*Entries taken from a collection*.
%%

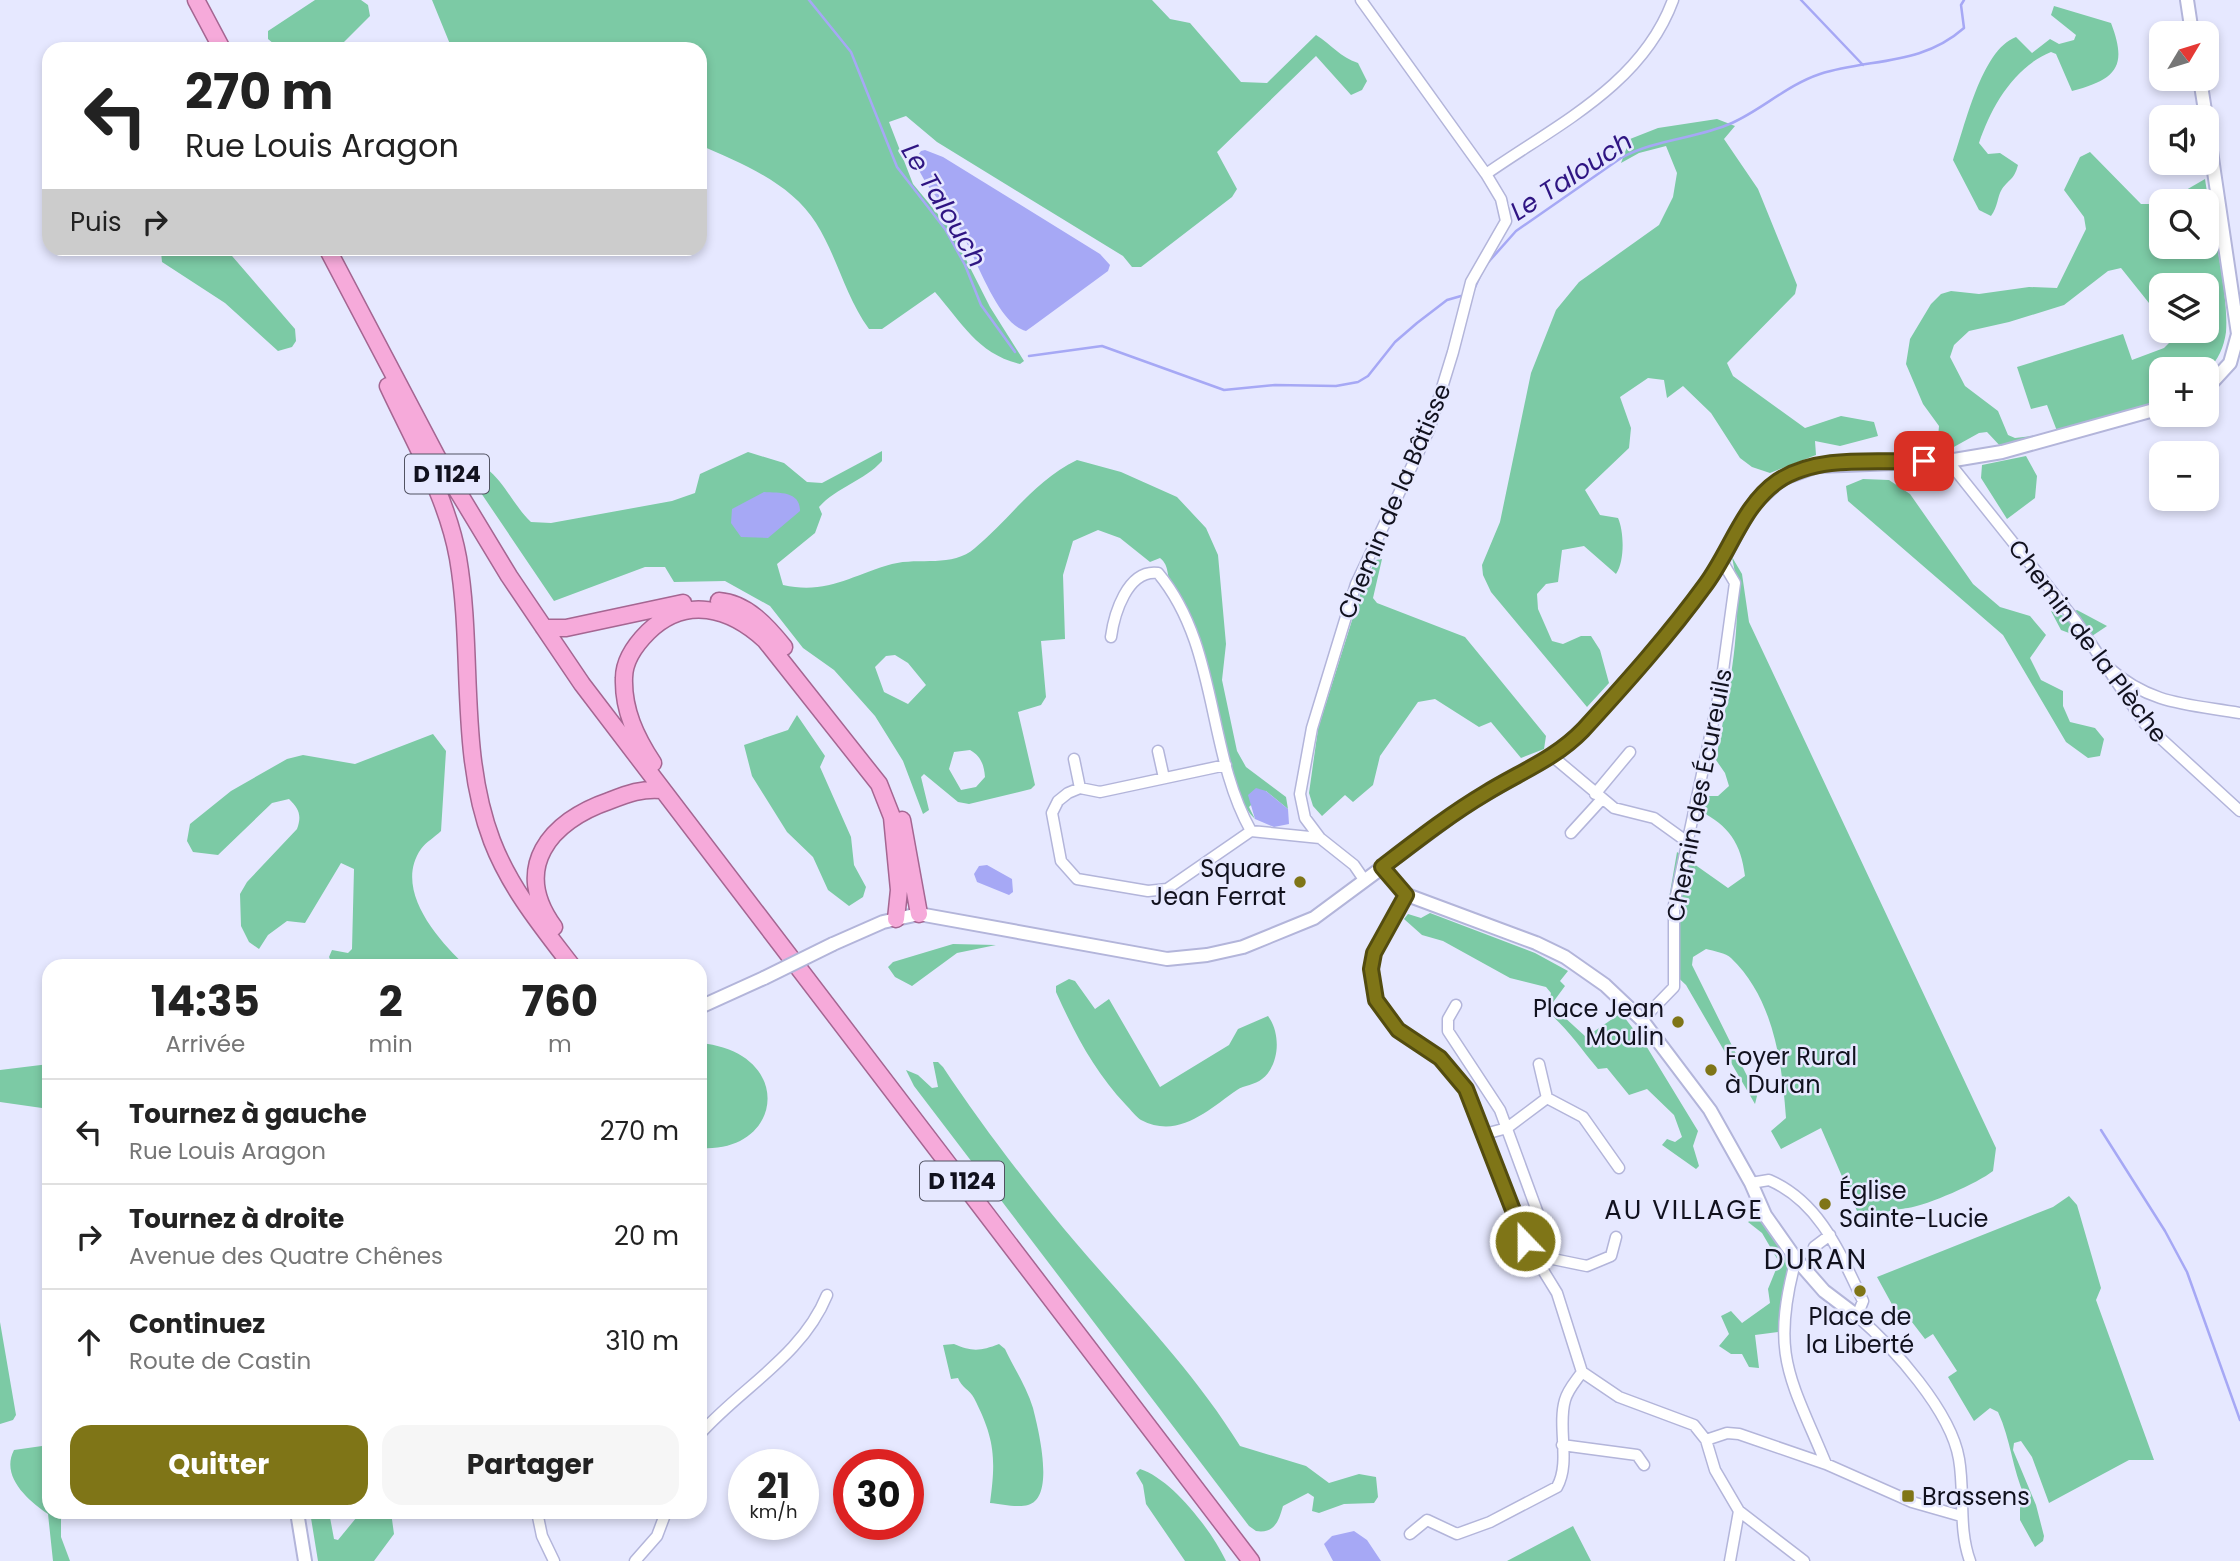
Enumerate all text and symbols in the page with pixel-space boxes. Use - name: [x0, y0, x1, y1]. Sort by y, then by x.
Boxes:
- north arrow: [2149, 21, 2219, 91]
- map controls: [2149, 21, 2219, 511]
- text: 270 m: [185, 58, 333, 126]
- icon: left: [70, 70, 161, 161]
- button: sound: [2149, 105, 2219, 175]
- text: Rue Louis Aragon: [185, 123, 459, 168]
- water label: Le Talouch: [1503, 123, 1639, 229]
- water label: Le Talouch: [893, 136, 995, 274]
- button: search: [2149, 189, 2219, 259]
- icon: right: [136, 203, 174, 241]
- text: Puis: [70, 204, 122, 240]
- button: layers: [2149, 273, 2219, 343]
- button: +: [2149, 357, 2219, 427]
- street label: Chemin de la Bâtisse: [1329, 378, 1459, 624]
- pin: [1894, 431, 1954, 491]
- button: −: [2149, 441, 2219, 511]
- icon: arrive: [1905, 442, 1943, 480]
- road number: D 1124: [405, 454, 489, 494]
- street label: Chemin de la Plèche: [2001, 533, 2175, 749]
- street label: Chemin des Écureuils: [1658, 666, 1740, 924]
- place label: Square Jean Ferrat: [1151, 852, 1286, 913]
- marker: Square Jean Ferrat: [1292, 874, 1308, 890]
- text: 14:35: [151, 972, 260, 1031]
- text: 2: [379, 972, 403, 1031]
- text: 760: [522, 972, 598, 1031]
- place label: Place Jean Moulin: [1533, 992, 1664, 1053]
- marker: Place Jean Moulin: [1670, 1014, 1686, 1030]
- text: Arrivée: [165, 1028, 245, 1060]
- text: min: [369, 1028, 413, 1060]
- text: m: [548, 1028, 572, 1060]
- place label: Foyer Rural à Duran: [1725, 1040, 1857, 1101]
- marker: Foyer Rural à Duran: [1703, 1062, 1719, 1078]
- text: Tournez à gauche: [129, 1096, 367, 1132]
- icon: left: [70, 1113, 108, 1151]
- text: 270 m: [600, 1113, 679, 1149]
- text: Rue Louis Aragon: [129, 1135, 326, 1167]
- road number: D 1124: [920, 1162, 1004, 1200]
- place label: Église Sainte-Lucie: [1839, 1174, 1989, 1235]
- district label: AU VILLAGE: [1604, 1192, 1764, 1228]
- marker: Église Sainte-Lucie: [1817, 1196, 1833, 1212]
- text: Tournez à droite: [129, 1201, 344, 1237]
- position arrow: [1488, 1204, 1562, 1278]
- icon: right: [70, 1218, 108, 1256]
- text: 20 m: [614, 1218, 679, 1254]
- text: Avenue des Quatre Chênes: [129, 1240, 443, 1272]
- district label: DURAN: [1764, 1240, 1868, 1279]
- marker: Place de la Liberté: [1852, 1283, 1868, 1299]
- place label: Place de la Liberté: [1806, 1300, 1914, 1361]
- text: Continuez: [129, 1306, 265, 1342]
- icon: ahead: [70, 1323, 108, 1361]
- text: 310 m: [605, 1323, 679, 1359]
- text: Route de Castin: [129, 1345, 311, 1377]
- button: Quitter: [70, 1425, 368, 1505]
- button: Partager: [382, 1425, 679, 1505]
- speed limit sign: 30: [833, 1449, 924, 1540]
- text: 21: [757, 1461, 790, 1510]
- place label: Brassens: [1922, 1480, 2030, 1513]
- marker: Brassens: [1900, 1488, 1916, 1504]
- text: km/h: [750, 1499, 797, 1524]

%%

Using the data above, establish how many lines include the word "Foyer"; the reply is that number only.

2